Search the listing below, and show each line that includes the word "stream".

• [Material for this task]
※
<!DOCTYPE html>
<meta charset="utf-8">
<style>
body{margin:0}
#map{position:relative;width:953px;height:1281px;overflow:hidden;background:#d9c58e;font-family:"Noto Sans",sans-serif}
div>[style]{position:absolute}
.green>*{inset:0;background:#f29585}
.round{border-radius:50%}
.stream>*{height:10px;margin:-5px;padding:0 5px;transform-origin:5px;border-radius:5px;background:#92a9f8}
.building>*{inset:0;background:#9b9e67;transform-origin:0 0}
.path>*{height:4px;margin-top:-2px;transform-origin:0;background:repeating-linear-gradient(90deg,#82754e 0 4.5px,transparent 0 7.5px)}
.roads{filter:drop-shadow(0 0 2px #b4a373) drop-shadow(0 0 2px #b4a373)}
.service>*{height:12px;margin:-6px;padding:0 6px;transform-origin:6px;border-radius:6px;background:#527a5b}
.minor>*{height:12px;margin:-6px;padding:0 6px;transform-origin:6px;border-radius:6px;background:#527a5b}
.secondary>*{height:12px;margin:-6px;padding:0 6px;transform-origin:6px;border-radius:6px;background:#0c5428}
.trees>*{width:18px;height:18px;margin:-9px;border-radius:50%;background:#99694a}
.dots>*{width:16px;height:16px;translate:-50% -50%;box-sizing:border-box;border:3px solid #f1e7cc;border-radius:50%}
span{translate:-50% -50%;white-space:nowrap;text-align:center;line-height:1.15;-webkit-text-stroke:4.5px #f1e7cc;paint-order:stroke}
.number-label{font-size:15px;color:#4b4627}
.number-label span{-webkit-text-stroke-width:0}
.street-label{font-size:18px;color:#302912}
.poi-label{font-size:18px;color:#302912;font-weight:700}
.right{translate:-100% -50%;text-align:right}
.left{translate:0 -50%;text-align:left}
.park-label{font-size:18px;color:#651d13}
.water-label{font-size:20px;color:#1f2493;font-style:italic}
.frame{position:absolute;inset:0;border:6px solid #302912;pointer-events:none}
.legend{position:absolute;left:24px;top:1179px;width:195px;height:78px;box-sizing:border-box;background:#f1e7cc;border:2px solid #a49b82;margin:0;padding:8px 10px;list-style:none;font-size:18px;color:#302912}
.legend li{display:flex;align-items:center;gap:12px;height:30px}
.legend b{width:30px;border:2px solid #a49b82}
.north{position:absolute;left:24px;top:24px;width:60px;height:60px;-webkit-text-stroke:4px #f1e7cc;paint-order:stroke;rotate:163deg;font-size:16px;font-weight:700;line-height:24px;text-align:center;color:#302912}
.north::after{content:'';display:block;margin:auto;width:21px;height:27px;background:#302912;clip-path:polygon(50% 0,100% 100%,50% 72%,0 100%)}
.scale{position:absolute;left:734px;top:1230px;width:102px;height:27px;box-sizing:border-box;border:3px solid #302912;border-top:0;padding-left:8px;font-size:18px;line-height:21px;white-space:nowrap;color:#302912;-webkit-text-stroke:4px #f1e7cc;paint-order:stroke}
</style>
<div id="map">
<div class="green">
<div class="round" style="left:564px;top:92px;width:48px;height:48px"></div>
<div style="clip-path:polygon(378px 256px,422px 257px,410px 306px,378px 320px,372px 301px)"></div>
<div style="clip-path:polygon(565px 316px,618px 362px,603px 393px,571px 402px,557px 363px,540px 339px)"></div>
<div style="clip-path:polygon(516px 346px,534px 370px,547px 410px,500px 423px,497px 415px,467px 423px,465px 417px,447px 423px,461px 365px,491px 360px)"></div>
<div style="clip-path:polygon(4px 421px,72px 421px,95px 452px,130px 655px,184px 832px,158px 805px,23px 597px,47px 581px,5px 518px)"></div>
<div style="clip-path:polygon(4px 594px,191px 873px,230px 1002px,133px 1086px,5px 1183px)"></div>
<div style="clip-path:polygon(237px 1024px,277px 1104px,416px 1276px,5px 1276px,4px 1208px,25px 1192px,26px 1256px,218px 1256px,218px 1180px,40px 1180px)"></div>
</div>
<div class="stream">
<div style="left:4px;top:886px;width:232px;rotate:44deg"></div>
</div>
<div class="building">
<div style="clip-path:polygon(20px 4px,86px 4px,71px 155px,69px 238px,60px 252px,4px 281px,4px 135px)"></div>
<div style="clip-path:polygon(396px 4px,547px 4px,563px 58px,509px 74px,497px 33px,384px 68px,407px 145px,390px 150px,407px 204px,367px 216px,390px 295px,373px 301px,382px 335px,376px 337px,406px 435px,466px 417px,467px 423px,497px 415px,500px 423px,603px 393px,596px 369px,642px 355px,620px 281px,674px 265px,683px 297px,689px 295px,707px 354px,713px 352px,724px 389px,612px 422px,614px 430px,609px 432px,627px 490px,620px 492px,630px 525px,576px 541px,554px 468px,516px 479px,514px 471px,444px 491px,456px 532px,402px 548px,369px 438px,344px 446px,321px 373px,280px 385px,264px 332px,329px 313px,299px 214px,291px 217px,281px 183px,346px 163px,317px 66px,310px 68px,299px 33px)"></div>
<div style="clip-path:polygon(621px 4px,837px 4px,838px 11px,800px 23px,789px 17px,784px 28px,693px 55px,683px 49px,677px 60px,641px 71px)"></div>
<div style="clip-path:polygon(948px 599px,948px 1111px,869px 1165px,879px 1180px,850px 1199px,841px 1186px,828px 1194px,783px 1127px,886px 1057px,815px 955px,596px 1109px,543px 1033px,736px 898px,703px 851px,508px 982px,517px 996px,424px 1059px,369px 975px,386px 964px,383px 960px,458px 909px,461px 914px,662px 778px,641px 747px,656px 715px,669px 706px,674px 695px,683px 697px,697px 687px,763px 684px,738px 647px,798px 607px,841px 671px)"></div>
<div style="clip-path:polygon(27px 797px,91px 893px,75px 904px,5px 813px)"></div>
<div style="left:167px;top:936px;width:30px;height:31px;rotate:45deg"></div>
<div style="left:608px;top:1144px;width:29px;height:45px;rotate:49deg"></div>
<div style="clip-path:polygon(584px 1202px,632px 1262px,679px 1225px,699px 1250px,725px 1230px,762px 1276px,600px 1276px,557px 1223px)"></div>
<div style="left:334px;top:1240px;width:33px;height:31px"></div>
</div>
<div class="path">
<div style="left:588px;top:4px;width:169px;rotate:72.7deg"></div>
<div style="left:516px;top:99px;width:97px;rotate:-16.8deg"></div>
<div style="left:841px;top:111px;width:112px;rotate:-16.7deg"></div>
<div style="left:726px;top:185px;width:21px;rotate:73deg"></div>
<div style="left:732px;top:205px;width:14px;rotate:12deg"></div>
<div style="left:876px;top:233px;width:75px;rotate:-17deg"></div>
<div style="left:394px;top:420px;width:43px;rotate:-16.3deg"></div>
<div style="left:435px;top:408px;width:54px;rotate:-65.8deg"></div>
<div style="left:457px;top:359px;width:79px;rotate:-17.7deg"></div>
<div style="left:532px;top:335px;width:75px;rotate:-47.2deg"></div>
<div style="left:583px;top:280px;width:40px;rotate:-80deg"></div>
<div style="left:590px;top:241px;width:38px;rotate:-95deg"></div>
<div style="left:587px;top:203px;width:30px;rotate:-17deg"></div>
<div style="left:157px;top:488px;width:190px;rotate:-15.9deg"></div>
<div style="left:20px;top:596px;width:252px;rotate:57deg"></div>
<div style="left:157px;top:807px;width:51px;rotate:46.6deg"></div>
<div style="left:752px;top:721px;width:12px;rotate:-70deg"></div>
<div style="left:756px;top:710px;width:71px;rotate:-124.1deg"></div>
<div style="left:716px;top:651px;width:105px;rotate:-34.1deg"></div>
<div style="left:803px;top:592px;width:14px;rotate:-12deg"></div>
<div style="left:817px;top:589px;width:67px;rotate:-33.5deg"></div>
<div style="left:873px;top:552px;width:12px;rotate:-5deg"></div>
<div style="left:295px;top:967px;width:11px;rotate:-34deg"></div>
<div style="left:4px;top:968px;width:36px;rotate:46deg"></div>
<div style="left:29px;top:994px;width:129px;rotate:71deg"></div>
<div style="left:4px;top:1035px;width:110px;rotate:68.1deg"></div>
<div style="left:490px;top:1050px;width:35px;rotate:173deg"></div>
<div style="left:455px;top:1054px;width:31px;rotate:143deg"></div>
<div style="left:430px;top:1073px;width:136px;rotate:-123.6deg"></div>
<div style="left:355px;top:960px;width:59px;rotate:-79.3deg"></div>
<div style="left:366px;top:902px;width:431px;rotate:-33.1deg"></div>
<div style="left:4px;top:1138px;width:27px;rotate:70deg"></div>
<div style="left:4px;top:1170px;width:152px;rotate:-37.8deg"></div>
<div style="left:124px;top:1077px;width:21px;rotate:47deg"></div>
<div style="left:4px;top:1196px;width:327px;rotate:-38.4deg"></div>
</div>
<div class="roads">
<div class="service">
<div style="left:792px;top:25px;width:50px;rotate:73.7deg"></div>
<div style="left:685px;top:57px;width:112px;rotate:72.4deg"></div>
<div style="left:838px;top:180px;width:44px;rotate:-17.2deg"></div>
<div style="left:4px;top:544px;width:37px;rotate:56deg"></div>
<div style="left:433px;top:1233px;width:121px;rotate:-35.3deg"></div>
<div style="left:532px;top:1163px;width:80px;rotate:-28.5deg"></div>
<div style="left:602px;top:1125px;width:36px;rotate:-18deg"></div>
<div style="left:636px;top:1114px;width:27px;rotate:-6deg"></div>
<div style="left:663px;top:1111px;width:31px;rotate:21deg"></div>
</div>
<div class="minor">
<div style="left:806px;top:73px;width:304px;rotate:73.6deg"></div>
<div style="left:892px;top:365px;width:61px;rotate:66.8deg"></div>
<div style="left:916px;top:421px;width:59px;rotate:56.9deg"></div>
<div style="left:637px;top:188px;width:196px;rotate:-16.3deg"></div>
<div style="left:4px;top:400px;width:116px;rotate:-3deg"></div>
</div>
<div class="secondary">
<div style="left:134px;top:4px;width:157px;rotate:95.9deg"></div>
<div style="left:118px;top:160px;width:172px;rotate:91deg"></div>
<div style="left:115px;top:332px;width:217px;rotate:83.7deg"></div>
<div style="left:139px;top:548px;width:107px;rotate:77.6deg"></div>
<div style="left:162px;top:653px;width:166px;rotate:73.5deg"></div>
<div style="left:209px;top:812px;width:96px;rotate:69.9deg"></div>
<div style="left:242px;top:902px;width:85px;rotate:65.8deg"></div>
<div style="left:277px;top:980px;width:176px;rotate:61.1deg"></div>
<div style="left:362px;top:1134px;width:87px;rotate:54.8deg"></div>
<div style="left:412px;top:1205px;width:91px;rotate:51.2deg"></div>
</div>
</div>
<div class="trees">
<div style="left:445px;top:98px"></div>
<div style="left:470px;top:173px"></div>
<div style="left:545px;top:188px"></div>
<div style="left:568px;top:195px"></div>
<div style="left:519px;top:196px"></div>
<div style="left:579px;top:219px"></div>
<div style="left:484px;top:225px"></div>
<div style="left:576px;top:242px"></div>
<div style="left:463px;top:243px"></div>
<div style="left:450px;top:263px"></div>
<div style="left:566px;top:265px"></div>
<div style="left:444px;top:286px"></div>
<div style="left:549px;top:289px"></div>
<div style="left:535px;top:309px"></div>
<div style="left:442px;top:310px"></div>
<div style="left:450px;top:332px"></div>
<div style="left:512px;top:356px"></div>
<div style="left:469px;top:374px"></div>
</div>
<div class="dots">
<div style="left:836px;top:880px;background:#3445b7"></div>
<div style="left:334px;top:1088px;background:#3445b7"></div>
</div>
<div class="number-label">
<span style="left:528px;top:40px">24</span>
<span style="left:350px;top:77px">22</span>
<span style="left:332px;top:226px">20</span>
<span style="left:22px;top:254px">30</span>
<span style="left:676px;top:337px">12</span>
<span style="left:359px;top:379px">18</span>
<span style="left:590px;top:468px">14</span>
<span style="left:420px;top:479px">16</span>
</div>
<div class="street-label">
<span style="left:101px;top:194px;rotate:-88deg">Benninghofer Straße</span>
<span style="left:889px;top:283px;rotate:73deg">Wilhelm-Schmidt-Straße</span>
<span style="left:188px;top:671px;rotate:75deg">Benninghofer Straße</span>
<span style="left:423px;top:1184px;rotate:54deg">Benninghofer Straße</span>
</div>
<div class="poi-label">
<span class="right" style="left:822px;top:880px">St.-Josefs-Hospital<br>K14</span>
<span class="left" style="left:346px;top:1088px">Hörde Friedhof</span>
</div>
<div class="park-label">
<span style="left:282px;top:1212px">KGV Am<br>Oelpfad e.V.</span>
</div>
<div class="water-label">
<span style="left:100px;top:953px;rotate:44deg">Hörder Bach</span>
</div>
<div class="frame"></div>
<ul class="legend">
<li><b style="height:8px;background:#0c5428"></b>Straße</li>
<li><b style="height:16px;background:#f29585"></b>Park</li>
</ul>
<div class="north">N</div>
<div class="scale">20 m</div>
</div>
※
• [Written response]
.stream>*{height:10px;margin:-5px;padding:0 5px;transform-origin:5px;border-radius:5px;background:#92a9f8}
<div class="stream">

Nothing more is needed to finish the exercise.